Dans tous les milieux pédagogiques bien pensants, l’Ecole semble abstraite de la société ; on prétend lui conserver pureté et candeur loin de toute vaine agitation sociale. Aussi, quand on discute de problèmes pédagogiques, s’arrête-t-on prudemment au bord des questions sociales ou politiques qui seraient l’aboutissement certain du raisonnement.
Que les divers groupements s’occupant d’éducation nouvelle aient d’excellentes raisons pour expliquer cette timidité, nous n’en doutons point. Nous croyons qu’il est cependant de notre devoir de dénoncer « l’union sacrée » qui est la base de leur constitution, et de poser le problème de l’école populaire dans toute son ampleur.
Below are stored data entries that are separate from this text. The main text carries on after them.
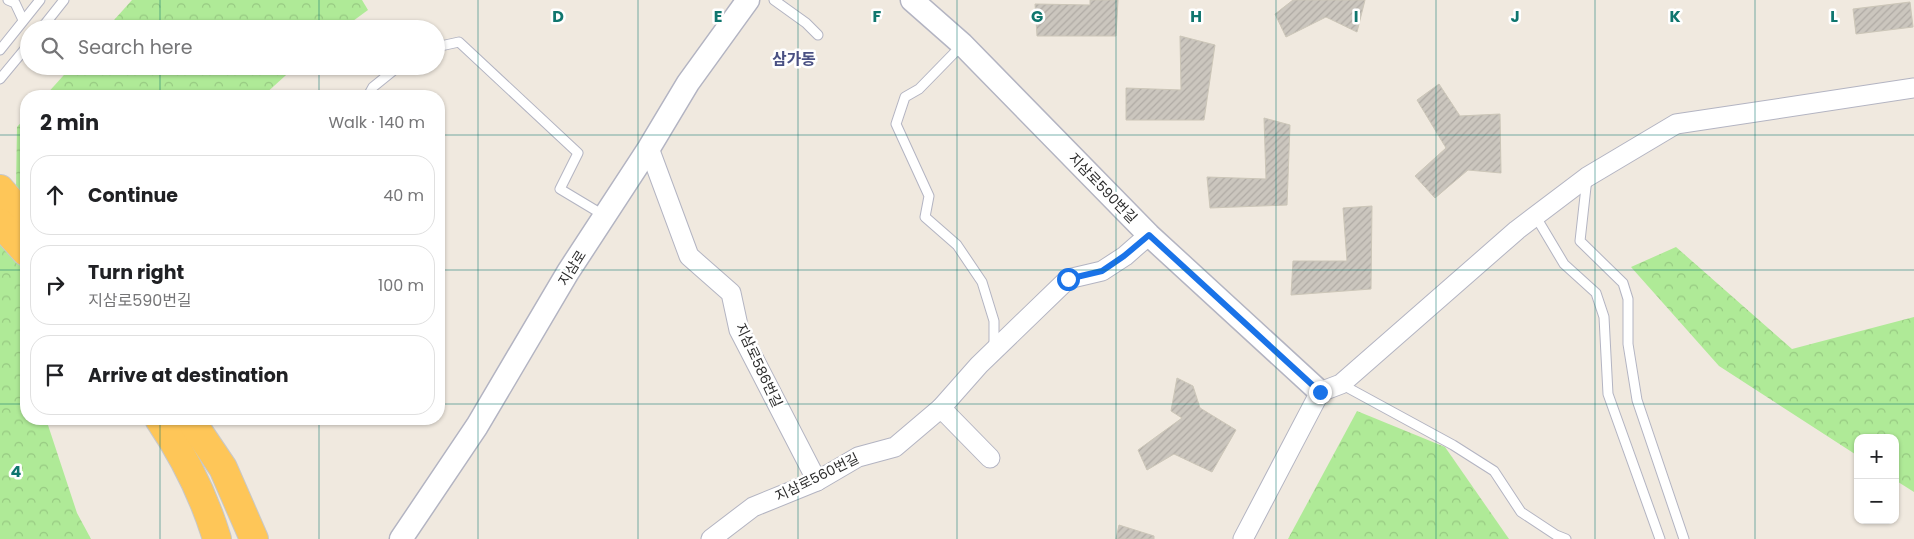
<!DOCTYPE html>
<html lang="en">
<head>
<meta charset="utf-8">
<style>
  :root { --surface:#fff; --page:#f2f2f2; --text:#202124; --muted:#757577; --line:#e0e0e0 }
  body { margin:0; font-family:Poppins,"Noto Sans KR",sans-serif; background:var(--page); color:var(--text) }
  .controls { position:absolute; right:15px; bottom:15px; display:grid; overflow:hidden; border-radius:10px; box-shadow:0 1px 4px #0004 }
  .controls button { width:45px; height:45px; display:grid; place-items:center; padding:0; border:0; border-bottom:1px solid var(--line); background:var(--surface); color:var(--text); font:25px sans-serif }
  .stop { position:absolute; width:15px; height:15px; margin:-11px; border:4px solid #1a73e8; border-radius:50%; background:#fff }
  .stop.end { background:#1a73e8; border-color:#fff; box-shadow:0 1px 5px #0008 }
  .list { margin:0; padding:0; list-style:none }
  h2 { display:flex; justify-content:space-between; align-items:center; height:65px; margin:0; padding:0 20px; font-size:21px }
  h2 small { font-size:16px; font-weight:400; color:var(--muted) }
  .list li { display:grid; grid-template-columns:32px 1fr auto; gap:15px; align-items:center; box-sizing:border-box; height:80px; margin:0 10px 10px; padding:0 10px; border:1px solid var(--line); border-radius:20px }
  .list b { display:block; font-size:19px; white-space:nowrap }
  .list p { margin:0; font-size:16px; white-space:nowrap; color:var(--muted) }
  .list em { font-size:16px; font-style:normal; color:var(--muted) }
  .icon { flex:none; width:28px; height:28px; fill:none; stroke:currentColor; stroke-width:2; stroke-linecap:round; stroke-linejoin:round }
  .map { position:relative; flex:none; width:1914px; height:539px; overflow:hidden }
  .search { position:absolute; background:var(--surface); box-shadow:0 1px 4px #0004; left:20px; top:20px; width:425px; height:55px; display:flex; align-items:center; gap:12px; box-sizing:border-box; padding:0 18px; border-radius:28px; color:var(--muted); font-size:19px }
  .panel { position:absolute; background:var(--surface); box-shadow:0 1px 4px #0004; left:20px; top:90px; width:425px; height:335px; border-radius:20px }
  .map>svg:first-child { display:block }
  .forest { fill:url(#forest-crowns) }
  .building { fill:url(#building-hatch); stroke:#ccc6b8 }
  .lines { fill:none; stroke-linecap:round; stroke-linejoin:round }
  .service-casing { stroke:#b3b4c2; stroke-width:11 }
  .minor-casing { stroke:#b3b4c2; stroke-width:21 }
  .tertiary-casing { stroke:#b3b4c2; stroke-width:25 }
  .trunk-casing { stroke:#c8c8c8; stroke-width:30 }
  .service { stroke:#fff; stroke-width:9 }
  .minor { stroke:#fff; stroke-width:19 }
  .tertiary { stroke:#fff; stroke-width:22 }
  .trunk { stroke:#fec658; stroke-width:28 }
  .route { stroke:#1a73e8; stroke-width:6 }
  .grid { fill:none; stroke:#0f766e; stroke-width:1; stroke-opacity:0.55 }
  .labels { text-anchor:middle; stroke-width:5; stroke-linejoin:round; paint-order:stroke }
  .street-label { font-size:14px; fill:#2d2d2d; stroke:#fff }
  .quarter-label { font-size:16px; font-weight:bold; fill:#495083; stroke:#fff }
  .grid-label { font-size:16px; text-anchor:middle; font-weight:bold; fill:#0f766e; stroke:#fff; stroke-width:5; stroke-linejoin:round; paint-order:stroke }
</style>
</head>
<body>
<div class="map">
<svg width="1914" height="539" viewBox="0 0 1914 539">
  <defs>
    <pattern id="forest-crowns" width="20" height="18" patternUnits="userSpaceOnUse" patternTransform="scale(1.25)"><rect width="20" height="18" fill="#afea97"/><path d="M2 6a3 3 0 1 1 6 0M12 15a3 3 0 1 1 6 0" fill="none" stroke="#97c982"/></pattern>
    <pattern id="building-hatch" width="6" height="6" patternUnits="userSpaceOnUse" patternTransform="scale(1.25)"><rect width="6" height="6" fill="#cbc6be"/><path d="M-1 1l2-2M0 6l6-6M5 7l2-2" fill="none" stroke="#afaaa4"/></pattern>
  </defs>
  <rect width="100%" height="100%" fill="#f0e9df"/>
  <!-- forest -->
  <g class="forest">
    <path d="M132,0H362L368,10L342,29H106Z"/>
    <path d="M72,66H296L263,96H45Z"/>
    <path d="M26,117V419H46L77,513L91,539H0V211L16,188L17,127Z"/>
    <path d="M1676,247L1792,349L1914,317V492L1895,480V438H1858V456L1719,366L1631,267Z"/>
    <path d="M1357,411L1445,447L1509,539H1288Z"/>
  </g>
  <!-- building -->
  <g class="building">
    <path d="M1090,0H1118L1116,36H1037L1035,4L1090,5Z"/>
    <path d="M1293,0H1365L1357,32L1326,17L1286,37L1275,14Z"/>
    <path d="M1910,2L1913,27L1856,34L1853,9Z"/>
    <path d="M1180,36L1215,45L1204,120H1126V88L1181,90Z"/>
    <path d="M1439,84L1460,116L1500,114L1501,173L1468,170L1435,198L1415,176L1446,148L1417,100Z"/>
    <path d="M1264,118L1290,125L1287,205L1210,208L1207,177L1266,179Z"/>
    <path d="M1372,206L1371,289L1291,295L1293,261H1347L1343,208Z"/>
    <path d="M1177,378L1193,386L1200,408L1236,430L1212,472L1174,454L1147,470L1138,450L1182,418L1171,411Z"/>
    <path d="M1119,525L1154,536V539H1116Z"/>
  </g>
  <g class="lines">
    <defs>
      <g id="service">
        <path d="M8,0L15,3L23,20"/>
        <path d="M774,0L806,23L818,35"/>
        <path d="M41,29L64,0"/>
        <path d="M962,45L919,89L905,97L896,124L929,196L925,217L957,245L982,282L994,321V348"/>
        <path d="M436,47L459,42L578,153L560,189L605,216"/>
        <path d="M0,50L40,0"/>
        <path d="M0,79L29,44"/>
        <path d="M368,96L373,87L399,66"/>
        <path d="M1587,178L1580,241L1623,283L1628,299V344L1637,400L1684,539"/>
        <path d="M1536,217L1564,264L1596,293L1604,317L1608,394L1660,539"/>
        <path d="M1341,384L1453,445L1494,471L1521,512L1556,535L1566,539"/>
      </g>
      <g id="minor">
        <path d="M649,148L689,256L731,293L739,330L817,481"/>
        <path d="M941,408L979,365L1068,279L1102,271L1125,256L1149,235"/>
        <path d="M711,539L753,507L817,481L858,457L895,447L941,408L990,458"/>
        <path d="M1243,539L1320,392L1341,384L1517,230L1587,177L1676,124L1914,88"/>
      </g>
      <g id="tertiary">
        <path d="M912,0L962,44L1149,235L1320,392"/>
        <path d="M401,539L477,426L568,272L649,148L688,83L748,0"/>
      </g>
      <g id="trunk">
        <path d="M0,189L26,219"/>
        <path d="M0,223L26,252"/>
        <path d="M159,419C184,456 204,496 217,539"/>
        <path d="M190,419L223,468L254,539"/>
      </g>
    </defs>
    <!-- service casing -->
    <use href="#service" class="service-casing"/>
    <!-- minor casing -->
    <use href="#minor" class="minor-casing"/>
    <!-- tertiary casing -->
    <use href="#tertiary" class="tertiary-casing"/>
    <!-- trunk casing -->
    <use href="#trunk" class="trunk-casing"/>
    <!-- service -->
    <use href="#service" class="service"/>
    <!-- minor -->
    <use href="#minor" class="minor"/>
    <!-- tertiary -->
    <use href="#tertiary" class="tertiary"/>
    <!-- trunk -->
    <use href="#trunk" class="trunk"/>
  </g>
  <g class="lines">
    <!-- route -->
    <path class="route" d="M1068,279L1102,271L1124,256L1149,235L1320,392"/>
  </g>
  <!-- grid -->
  <path class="grid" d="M160,0V29M319,0V29M478,0V539M638,0V539M798,0V539M957,0V539M1116,0V539M1276,0V539M1436,0V539M1595,0V539M1755,0V539M160,66V96M319,66V96M0,135H26M439,135H1914M0,270H26M439,270H1914M0,404H26M439,404H1914M160,419V539M319,419V539"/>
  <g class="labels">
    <!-- street labels -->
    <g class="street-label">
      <text transform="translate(1103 188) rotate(46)" y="5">지삼로590번길</text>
      <text transform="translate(572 268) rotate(-58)" y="5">지삼로</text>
      <text transform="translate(759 365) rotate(65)" y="5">지삼로586번길</text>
      <text transform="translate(817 477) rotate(-26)" y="5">지삼로560번길</text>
    </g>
    <!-- quarter labels -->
    <g class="quarter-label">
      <text x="794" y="65">삼가동</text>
    </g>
  </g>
  <g class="grid-label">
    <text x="558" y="22">D</text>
    <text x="718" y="22">E</text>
    <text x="877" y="22">F</text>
    <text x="1037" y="22">G</text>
    <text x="1196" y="22">H</text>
    <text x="1356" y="22">I</text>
    <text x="1515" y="22">J</text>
    <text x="1675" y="22">K</text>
    <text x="1834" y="22">L</text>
    <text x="16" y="477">4</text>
  </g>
</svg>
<div class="controls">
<button>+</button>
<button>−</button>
</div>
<div class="stop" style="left:1068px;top:279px"></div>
<div class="stop end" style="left:1320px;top:392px"></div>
<div class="search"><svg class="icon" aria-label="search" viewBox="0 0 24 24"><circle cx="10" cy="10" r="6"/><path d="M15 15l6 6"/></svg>Search here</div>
<section class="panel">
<h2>2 min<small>Walk · 140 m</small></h2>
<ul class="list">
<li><svg class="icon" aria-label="ahead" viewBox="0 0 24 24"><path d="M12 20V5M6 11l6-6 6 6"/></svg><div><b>Continue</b></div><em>40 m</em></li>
<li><svg class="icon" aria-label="right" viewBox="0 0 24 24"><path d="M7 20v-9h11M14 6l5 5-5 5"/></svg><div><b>Turn right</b><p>지삼로590번길</p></div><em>100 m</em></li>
<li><svg class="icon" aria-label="arrive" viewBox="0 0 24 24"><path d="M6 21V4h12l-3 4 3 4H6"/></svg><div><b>Arrive at destination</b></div></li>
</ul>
</section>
</div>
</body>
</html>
L’Ecole est le produit de la société ; cette société l’influence très profondément de cent manières diverses. Mais il ne faut rien dire de ces rapports et considérer l’école « en soi » !
Nous ne nions certes pas l’importance des grandes questions de pure éducation, et nous rendrons hommage au cours de ces études aux chercheurs qui travaillent à les faire progresser. Mais nous pensons qu’il y a tout un côté de l’école populaire qui est systématiquement négligé : l’éducation et l’école dans leurs rapports avec la société.
Quand un pédagogue de talent désire fonder une école nouvelle, il part à la recherche de quelque coin ensoleillé, au flanc d’une montagne majestueuse, au milieu d’une nature belle et saine. Là, il fait construire des locaux adaptés aux fins qu’il se propose, et les meuble également pour ces fins. Il veille ensuite à ce que les enfants qu’il reçoit soient convenablement nourris, qu’ils aient un sommeil réparateur, qu’ils profitent du plein air. Et après, mais après seulement, il s’occupe des méthodes et des techniques ; car, sans ces préparatifs, et malgré tous les efforts des pédagogues, il ne pourrait pas y avoir d’école nouvelle.
On fait le contraire chez nous. On feint de croire que les méthodes et les techniques constituent tout l’essentiel de l’éducation. Si le local est mal situé et mal divisé, si la classe ne possède aucun matériel d’enseignement, si les enfants sont mal nourris, s’ils s’étiolent dans des taudis, tout cela, dira-t-on, ne dépend plus de l’école mais de la société ; c’est affaire sociale et politique ! Mais n’est-il pas du devoir des pédagogues de montrer aux profanes par quels liens intimes l’Ecole est rattachée au milieu social, pour leur prouver qu’il est illogique de parler de progrès scolaires ou éducatifs maximum là où les conditions matérielles indispensables ne sont pas réalisées.
On nous répond : « Chacun ne peut pas être militant : nous sommes pédagogues ; nous nous occupons de notre métier ».
Je ne demande pas à ces pédagogues d’abandonner leurs si utiles travaux et de s’attaquer aux questions sociales pour lesquelles ils sont incompétents. Je souhaite seulement qu’ils ne s’abstiennent pas systématiquement de montrer l’importance des assises sociales de l’Ecole.
Mais alors des gouvernements, des classes sociales seront mises en cause. Alors apparaîtra la vanité de toutes les promesses officielles. Alors, il faudra peut-être placer l’éducation sur son vrai terrain de classe…Et c’est pour cela sans doute que, seules, l’Ecole Emancipée et l’Internationale de l’Enseignement peuvent accomplir cette besogne de vérité.
Sir J.-C. Bosc disait au Congrès d’Education nouvelle de Locarno ces paroles dont les congressistes auraient dû faire leur profit : « Le remède à l’éducation actuelle ne doit pas être cherché dans une attitude passive, mais dans l’activité et la lutte. « Se tenir par faiblesse à l’écart des conflits c’est perdre toute occasion de conquête, donc de sacrifice ».